## Data under study:
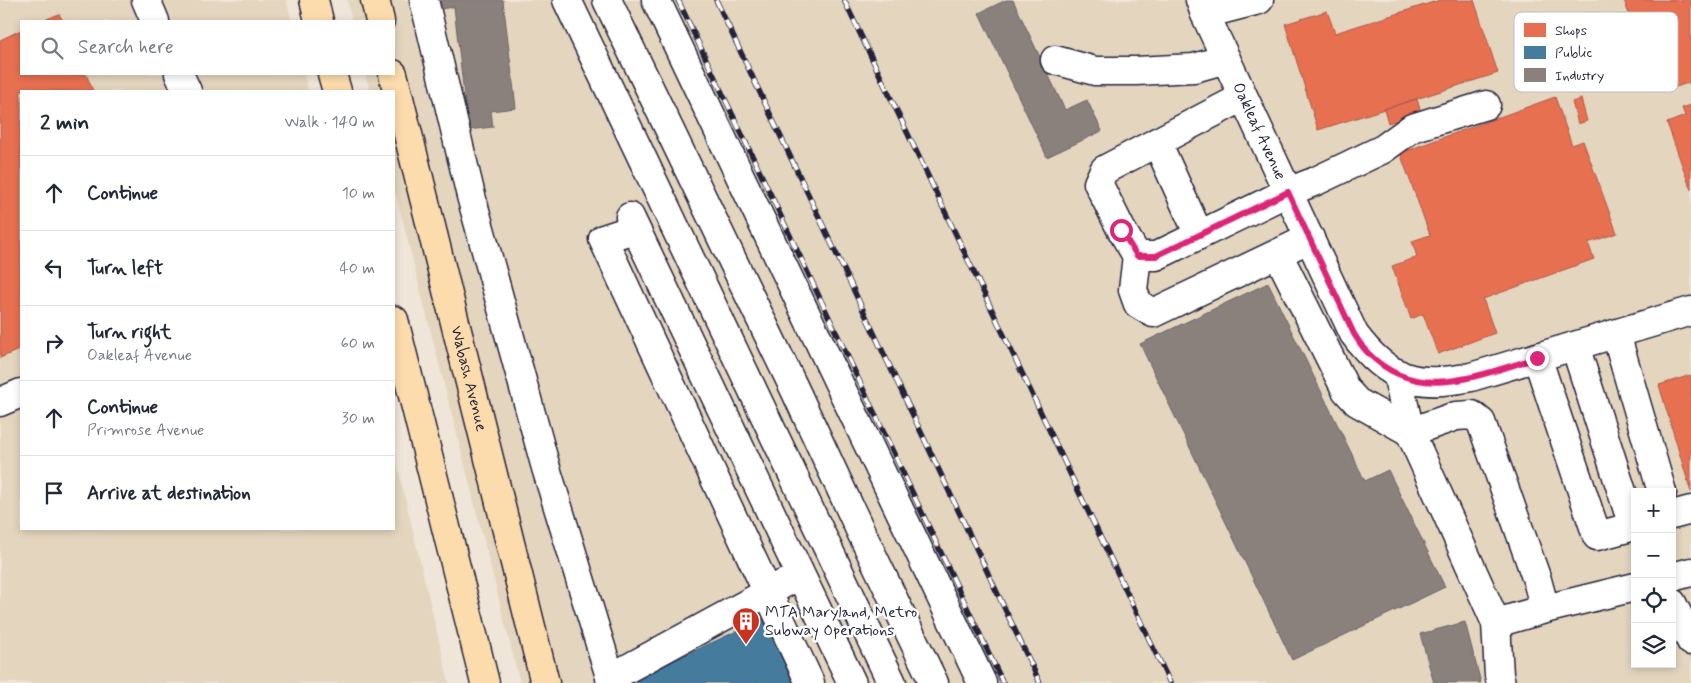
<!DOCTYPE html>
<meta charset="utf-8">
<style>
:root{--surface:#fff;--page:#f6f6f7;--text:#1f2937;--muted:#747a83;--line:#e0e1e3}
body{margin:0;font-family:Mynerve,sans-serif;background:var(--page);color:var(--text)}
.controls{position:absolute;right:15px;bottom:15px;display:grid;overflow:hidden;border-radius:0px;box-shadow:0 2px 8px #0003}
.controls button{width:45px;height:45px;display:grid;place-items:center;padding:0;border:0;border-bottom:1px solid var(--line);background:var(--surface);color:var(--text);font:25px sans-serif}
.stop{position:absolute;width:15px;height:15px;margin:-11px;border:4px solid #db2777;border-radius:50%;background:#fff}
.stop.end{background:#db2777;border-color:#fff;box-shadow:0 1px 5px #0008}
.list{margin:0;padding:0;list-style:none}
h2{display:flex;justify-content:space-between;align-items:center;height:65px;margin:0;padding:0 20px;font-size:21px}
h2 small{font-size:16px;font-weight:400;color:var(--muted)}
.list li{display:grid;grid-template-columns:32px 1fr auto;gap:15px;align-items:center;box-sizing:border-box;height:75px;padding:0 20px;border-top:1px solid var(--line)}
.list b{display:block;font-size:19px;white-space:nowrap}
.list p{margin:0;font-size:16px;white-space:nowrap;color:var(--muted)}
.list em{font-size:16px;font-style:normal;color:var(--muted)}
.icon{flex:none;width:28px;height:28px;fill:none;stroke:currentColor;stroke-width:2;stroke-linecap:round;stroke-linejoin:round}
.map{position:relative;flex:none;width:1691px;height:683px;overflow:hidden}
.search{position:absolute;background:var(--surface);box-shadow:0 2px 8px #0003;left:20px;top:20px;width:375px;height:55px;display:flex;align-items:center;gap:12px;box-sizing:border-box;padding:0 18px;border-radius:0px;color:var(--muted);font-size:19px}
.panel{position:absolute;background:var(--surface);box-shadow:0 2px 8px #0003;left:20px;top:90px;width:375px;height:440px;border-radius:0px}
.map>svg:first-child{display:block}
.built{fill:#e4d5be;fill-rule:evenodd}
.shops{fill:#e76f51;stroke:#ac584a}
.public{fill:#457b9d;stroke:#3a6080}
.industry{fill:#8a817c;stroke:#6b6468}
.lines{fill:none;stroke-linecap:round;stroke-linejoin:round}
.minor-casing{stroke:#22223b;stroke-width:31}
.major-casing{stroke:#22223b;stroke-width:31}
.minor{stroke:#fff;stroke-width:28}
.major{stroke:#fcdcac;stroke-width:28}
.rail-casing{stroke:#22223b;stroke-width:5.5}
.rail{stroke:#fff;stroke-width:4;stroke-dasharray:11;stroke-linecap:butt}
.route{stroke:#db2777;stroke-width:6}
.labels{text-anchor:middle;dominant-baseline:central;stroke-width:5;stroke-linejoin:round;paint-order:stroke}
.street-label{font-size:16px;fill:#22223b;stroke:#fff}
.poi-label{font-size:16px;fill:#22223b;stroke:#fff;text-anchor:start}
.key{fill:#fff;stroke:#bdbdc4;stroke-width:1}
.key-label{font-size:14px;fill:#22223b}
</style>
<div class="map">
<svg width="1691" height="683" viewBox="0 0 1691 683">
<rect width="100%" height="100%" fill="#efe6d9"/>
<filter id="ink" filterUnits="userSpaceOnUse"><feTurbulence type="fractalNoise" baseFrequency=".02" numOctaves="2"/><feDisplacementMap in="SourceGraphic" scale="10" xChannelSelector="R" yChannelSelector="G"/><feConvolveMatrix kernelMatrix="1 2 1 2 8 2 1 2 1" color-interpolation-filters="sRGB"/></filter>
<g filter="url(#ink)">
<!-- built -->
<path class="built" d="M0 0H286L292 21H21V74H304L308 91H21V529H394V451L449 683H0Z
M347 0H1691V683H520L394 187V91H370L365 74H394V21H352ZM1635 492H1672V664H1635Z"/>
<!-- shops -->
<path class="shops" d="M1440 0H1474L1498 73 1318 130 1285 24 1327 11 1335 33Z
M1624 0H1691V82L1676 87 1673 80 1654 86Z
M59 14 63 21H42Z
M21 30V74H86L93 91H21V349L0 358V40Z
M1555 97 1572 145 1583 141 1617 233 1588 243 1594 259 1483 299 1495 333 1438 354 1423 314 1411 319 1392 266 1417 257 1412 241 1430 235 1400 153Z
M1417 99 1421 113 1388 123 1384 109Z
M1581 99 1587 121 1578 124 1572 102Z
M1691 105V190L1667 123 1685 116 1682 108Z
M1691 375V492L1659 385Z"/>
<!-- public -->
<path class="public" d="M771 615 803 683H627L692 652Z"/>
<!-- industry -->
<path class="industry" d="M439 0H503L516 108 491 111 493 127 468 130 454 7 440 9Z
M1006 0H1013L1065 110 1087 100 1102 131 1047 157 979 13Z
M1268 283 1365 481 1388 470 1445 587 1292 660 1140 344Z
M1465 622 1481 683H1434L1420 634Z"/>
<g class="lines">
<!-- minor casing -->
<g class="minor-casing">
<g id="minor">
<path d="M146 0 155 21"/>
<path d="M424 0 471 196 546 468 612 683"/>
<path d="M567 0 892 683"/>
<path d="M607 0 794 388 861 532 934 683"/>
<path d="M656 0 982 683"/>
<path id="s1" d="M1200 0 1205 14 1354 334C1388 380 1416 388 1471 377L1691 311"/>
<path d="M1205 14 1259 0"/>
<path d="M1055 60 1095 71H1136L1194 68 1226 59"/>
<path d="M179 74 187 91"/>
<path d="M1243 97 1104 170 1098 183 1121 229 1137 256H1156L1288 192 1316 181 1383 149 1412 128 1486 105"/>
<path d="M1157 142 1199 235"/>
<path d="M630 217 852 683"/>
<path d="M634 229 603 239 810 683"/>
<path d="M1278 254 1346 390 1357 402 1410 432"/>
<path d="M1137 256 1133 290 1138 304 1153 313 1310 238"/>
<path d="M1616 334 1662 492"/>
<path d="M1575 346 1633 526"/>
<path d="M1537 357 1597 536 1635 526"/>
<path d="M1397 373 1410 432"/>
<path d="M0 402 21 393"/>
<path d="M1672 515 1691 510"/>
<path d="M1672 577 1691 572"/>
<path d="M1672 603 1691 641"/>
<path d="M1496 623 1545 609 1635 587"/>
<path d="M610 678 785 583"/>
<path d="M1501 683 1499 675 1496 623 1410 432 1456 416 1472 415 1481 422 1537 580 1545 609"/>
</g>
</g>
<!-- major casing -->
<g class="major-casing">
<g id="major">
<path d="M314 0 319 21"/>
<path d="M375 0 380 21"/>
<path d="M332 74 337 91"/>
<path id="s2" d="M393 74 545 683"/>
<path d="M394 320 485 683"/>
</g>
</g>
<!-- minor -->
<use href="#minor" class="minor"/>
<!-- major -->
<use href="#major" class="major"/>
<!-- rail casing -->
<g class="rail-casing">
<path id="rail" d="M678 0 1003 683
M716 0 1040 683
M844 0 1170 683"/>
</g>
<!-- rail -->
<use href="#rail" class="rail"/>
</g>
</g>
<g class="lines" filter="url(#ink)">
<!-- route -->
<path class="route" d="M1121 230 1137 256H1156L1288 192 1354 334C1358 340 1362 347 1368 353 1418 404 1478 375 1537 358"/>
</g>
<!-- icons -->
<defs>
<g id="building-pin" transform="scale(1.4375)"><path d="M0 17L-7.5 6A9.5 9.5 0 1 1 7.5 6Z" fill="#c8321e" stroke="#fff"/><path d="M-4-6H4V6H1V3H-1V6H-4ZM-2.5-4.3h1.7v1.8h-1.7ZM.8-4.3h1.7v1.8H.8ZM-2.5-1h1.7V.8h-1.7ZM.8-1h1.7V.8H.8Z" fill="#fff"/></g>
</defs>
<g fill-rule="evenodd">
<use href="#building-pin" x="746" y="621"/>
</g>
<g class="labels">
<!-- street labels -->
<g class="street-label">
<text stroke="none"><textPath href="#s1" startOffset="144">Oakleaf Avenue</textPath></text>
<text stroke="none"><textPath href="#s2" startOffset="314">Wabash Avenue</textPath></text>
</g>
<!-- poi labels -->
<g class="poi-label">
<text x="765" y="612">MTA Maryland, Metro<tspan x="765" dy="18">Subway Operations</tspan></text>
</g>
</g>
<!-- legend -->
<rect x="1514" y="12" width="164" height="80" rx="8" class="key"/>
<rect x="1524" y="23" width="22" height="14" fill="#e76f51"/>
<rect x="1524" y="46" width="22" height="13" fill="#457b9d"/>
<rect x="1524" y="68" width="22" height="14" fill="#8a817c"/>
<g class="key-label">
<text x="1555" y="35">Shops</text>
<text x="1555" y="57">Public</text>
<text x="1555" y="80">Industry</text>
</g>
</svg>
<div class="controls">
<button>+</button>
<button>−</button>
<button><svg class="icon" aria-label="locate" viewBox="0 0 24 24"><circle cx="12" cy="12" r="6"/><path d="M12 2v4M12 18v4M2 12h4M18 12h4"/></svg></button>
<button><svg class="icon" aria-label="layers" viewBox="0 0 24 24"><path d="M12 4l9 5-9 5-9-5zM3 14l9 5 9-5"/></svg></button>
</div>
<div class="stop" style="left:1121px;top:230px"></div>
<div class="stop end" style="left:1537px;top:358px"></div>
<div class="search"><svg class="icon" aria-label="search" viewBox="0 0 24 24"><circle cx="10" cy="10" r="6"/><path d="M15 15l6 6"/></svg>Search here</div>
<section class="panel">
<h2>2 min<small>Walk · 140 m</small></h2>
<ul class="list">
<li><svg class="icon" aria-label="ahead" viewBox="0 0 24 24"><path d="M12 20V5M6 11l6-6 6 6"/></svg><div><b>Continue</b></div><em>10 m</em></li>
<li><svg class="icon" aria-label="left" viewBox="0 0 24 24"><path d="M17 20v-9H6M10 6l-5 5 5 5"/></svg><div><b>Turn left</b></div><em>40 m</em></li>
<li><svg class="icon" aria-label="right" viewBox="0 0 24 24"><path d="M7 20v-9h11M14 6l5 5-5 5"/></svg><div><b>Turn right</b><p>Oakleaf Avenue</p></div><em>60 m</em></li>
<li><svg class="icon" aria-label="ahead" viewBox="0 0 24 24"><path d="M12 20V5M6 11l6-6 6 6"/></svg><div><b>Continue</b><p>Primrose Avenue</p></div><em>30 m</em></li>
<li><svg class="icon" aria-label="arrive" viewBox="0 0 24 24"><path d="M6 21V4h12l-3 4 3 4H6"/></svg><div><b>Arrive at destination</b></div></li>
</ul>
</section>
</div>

## What to work on:
Report how many lines of the records above contain the word "serif", and give only that number.

## Solution for this exercise:
2